(DATA EXTRACTS)
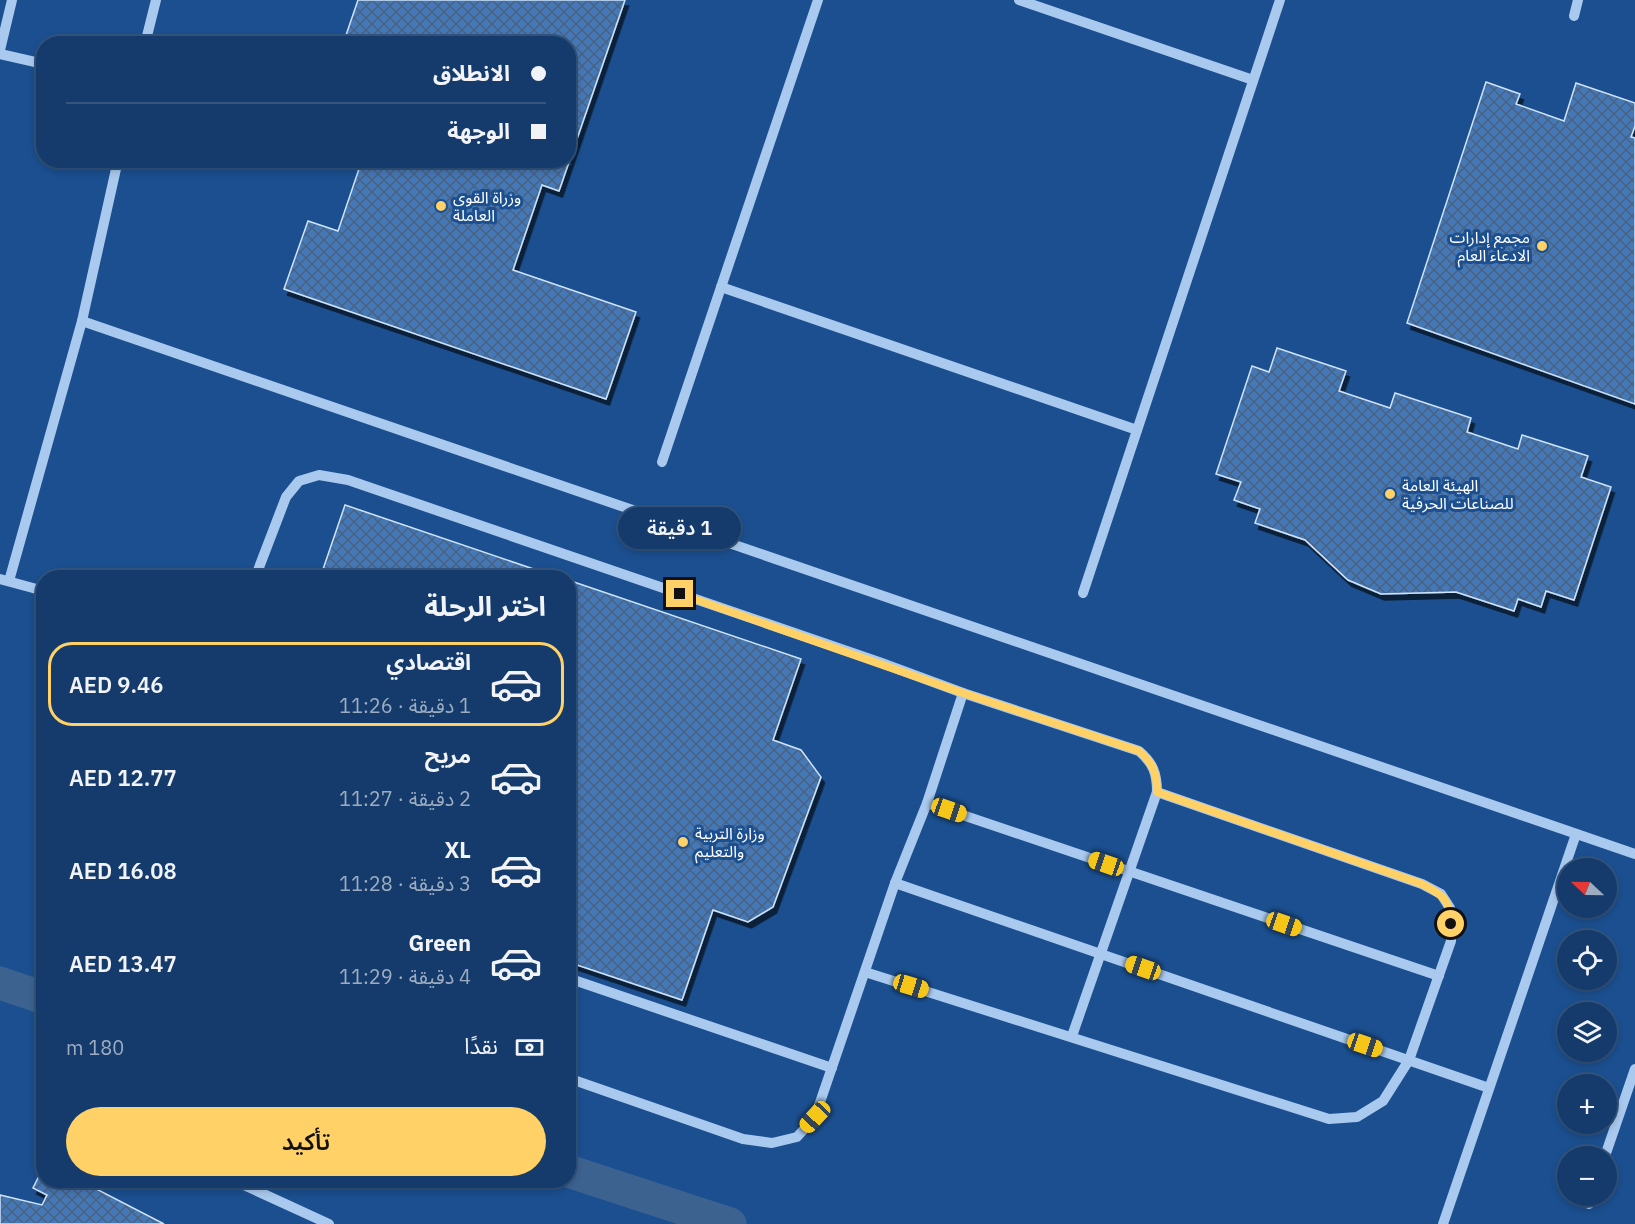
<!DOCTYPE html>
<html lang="ar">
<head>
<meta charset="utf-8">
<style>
  :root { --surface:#143b6b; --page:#214673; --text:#f1f3f6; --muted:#9dadc1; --line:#33557e; --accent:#ffd166 }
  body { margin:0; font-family:"IBM Plex Sans","Noto Sans Arabic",sans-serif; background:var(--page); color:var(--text); direction:rtl; height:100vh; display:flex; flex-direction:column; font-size:22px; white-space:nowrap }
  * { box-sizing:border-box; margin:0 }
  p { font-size:20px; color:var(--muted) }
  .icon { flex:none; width:33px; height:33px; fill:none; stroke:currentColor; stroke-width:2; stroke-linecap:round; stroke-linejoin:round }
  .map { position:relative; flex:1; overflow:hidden; direction:ltr }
  .panel { position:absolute; left:36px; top:570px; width:540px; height:618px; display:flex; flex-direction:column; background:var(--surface); border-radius:24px; box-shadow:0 3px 9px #0003,0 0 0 2px var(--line); direction:rtl }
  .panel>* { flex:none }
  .hud { position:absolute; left:36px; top:36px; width:540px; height:132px; border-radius:24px; box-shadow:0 3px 9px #0003,0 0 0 2px var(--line); direction:rtl; display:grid; align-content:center; height:132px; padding:0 30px; background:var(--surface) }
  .needle { width:39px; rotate:292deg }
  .tools { position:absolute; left:1557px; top:858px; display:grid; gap:12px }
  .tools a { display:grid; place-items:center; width:60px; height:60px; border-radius:50%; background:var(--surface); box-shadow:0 3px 9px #0003,0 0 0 2px var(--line); font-size:30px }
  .end { position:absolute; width:27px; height:27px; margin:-14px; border:8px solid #ffd166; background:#111; box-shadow:0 0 0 3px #111 }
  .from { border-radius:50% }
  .bubble { position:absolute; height:42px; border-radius:21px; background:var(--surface); box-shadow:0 3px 9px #0003,0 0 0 2px var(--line); font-size:20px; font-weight:600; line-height:42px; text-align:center; direction:rtl }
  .car { position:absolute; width:18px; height:36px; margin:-18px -9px; border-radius:8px; box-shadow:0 0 4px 2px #0007; background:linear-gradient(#f5c518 24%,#345 0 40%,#f5c518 0 76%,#345 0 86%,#f5c518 0) }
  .hud b { display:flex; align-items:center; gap:21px; height:57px; font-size:22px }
  .hud b+b { border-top:2px solid var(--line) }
  .hud i { width:15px; height:15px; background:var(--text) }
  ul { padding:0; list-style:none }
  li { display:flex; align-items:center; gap:18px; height:84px; margin:0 12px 9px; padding:0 18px; border:3px solid transparent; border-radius:24px }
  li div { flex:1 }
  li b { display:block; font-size:22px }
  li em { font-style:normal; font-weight:600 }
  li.selected { border-color:var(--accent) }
  li>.icon { width:54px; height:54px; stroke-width:1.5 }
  h2 { padding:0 30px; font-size:27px; line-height:72px }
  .pay { display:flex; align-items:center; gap:15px; height:66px; padding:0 30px; font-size:22px }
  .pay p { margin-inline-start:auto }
  .cta { display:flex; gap:12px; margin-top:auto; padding:12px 30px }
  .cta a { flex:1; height:69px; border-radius:36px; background:var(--accent); color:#111; font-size:24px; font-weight:600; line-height:69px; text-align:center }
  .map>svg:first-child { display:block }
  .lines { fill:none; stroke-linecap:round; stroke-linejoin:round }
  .canal { stroke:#3c6290; stroke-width:33 }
  .building { fill:url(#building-cross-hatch); stroke:#cfe3fa; stroke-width:1.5; filter:url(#shadow) }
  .minor { stroke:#a9c9ee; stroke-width:10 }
  .route { stroke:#ffd166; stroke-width:8 }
  .poi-dot { fill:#ffd166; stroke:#1b4f8f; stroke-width:2 }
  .labels { text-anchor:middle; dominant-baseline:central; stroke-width:6; stroke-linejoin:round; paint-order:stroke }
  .poi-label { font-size:16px; fill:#fff; stroke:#1b4f8f; text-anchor:start }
</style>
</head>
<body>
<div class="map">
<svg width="1635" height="1224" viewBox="0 0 1635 1224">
  <defs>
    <pattern id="building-cross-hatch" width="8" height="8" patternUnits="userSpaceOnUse" patternTransform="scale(1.5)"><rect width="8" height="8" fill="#4478b7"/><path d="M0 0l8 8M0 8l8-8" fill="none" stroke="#486282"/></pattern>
    <filter id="shadow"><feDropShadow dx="3.5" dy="6" stdDeviation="0" flood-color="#0009"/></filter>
  </defs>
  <rect width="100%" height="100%" fill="#1b4f8f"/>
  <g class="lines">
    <g class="canal">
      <polyline points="0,983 44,998"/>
      <polyline points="568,1171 730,1224"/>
    </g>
  </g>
  <g class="building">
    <polygon points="358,0 625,0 559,191 542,185 513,270 636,312 606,399 284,289 308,221 338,231 362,160 568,160 568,44 343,44"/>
    <polygon points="1486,82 1520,94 1516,104 1564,121 1576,83 1635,103 1635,126 1631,137 1635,138 1635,404 1407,323"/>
    <polygon points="1277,348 1346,371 1339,391 1390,408 1395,393 1471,418 1467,432 1518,449 1522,435 1588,456 1581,477 1611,487 1574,600 1546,591 1541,607 1518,599 1514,611 1456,592 1381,594 1348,580 1305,540 1255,523 1260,509 1234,500 1241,482 1216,474 1252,366 1269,372"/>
    <polygon points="345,505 560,578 320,578"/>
    <polygon points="568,580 801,659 773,740 801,750 821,777 773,907 748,922 713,910 682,1000 568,962"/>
    <polygon points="44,1166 44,1180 79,1180 164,1224 0,1224 0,1195 42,1205 47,1195 33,1188"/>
  </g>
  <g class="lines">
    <g class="minor">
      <polyline points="1019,0 1253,80"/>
      <polyline points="1574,16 1578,0"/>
      <polyline points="145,44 156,0"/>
      <polyline points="0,50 12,0"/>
      <polyline points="0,54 44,64"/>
      <polyline points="721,287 1137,430"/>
      <polyline points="82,321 1635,854"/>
      <polyline points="662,462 818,0"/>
      <path d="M255,578L286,497L299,481L319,475L348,480L879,662L963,693L1139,751C1153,763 1157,773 1157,792L1072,1036"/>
      <polyline points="0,579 44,591"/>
      <polyline points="9,581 82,321 118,160"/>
      <polyline points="1083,593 1280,0"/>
      <polyline points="927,803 1439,976"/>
      <polyline points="895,883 1489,1088"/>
      <polyline points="865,972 1329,1119 1357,1117 1383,1101 1409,1060 1451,941 1450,908 1441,894 1422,884 1157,792"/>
      <polyline points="568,978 832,1068"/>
      <polyline points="568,1078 743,1139 772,1143 797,1137 815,1117 895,883 927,803 963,693"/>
      <polyline points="1605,1156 1635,1069"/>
      <polyline points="233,1180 329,1224"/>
      <polyline points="1589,1204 1592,1196"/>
      <polyline points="1443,1224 1576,834"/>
    </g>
  </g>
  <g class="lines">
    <path class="route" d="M680,594L963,693L1139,751C1153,763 1157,773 1157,792L1422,884C1443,895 1450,899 1451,924"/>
  </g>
  <g class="poi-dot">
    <circle cx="441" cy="206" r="6"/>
    <circle cx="1542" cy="246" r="6"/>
    <circle cx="1390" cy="494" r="6"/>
    <circle cx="683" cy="842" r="6"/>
  </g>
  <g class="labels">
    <g class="poi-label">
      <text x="453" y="197">وزراة القوى<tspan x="453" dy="18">العاملة</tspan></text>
      <text x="1530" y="237" text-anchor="end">مجمع إدارات<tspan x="1530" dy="18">الادعاء العام</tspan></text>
      <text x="1402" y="485">الهيئة العامة<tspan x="1402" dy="18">للصناعات الحرفية</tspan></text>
      <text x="695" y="833">وزارة التربية<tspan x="695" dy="18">والتعليم</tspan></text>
    </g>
  </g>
</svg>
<div class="tools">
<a><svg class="needle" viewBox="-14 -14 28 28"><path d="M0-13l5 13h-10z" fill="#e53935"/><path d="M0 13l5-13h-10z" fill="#9dadc1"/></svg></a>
<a><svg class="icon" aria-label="locate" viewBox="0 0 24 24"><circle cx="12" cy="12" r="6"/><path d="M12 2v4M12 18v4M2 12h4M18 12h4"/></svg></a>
<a><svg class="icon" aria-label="layers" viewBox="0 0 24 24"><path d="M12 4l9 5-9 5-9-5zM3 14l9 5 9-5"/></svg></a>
<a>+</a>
<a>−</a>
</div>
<i class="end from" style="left:1451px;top:924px"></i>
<i class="end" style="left:680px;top:594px"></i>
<div class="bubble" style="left:618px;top:507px;width:123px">1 دقيقة</div>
<i class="car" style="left:949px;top:810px;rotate:109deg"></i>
<i class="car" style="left:1106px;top:864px;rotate:289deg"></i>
<i class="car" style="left:1284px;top:924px;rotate:109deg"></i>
<i class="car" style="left:1143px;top:968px;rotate:289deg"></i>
<i class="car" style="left:911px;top:986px;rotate:107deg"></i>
<i class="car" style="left:1365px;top:1045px;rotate:109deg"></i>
<i class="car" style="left:815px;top:1117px;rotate:223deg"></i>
<div class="hud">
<b><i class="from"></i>الانطلاق</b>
<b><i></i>الوجهة</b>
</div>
<section class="panel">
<h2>اختر الرحلة</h2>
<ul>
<li class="selected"><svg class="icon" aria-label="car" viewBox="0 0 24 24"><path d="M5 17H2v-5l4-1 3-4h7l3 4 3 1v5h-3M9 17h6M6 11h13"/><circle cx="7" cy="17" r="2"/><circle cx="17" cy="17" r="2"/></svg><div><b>اقتصادي</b><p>1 دقيقة · 11:26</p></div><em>AED 9.46</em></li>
<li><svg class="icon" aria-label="car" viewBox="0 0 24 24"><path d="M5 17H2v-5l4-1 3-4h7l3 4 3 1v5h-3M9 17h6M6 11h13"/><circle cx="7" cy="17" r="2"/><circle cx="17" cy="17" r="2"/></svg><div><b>مريح</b><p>2 دقيقة · 11:27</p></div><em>AED 12.77</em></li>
<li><svg class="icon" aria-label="car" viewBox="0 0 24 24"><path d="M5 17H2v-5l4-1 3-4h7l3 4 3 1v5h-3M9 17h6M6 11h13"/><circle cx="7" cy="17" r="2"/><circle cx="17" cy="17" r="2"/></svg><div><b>XL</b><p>3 دقيقة · 11:28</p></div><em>AED 16.08</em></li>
<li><svg class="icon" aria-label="car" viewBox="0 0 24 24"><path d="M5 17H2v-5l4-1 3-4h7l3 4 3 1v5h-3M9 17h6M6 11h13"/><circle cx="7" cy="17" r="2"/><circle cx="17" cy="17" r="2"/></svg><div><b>Green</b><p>4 دقيقة · 11:29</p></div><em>AED 13.47</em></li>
</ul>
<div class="pay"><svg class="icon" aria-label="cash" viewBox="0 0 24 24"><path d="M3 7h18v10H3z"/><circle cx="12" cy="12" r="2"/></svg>نقدًا<p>180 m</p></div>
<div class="cta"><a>تأكيد</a></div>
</section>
</div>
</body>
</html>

(WORK TO BE COMPLETED) Everything from the first line of the entries above through the line with "display:grid; place-items:center; width:60px;" should be duplicated exactly, except the pictures.

(RESPONSE TO THIS TASK)
<!DOCTYPE html>
<html lang="ar">
<head>
<meta charset="utf-8">
<style>
  :root { --surface:#143b6b; --page:#214673; --text:#f1f3f6; --muted:#9dadc1; --line:#33557e; --accent:#ffd166 }
  body { margin:0; font-family:"IBM Plex Sans","Noto Sans Arabic",sans-serif; background:var(--page); color:var(--text); direction:rtl; height:100vh; display:flex; flex-direction:column; font-size:22px; white-space:nowrap }
  * { box-sizing:border-box; margin:0 }
  p { font-size:20px; color:var(--muted) }
  .icon { flex:none; width:33px; height:33px; fill:none; stroke:currentColor; stroke-width:2; stroke-linecap:round; stroke-linejoin:round }
  .map { position:relative; flex:1; overflow:hidden; direction:ltr }
  .panel { position:absolute; left:36px; top:570px; width:540px; height:618px; display:flex; flex-direction:column; background:var(--surface); border-radius:24px; box-shadow:0 3px 9px #0003,0 0 0 2px var(--line); direction:rtl }
  .panel>* { flex:none }
  .hud { position:absolute; left:36px; top:36px; width:540px; height:132px; border-radius:24px; box-shadow:0 3px 9px #0003,0 0 0 2px var(--line); direction:rtl; display:grid; align-content:center; height:132px; padding:0 30px; background:var(--surface) }
  .needle { width:39px; rotate:292deg }
  .tools { position:absolute; left:1557px; top:858px; display:grid; gap:12px }
  .tools a { display:grid; place-items:center; width:60px; height:60px; border-radius:50%; background:var(--surface); box-shadow:0 3px 9px #0003,0 0 0 2px var(--line); font-size:30px }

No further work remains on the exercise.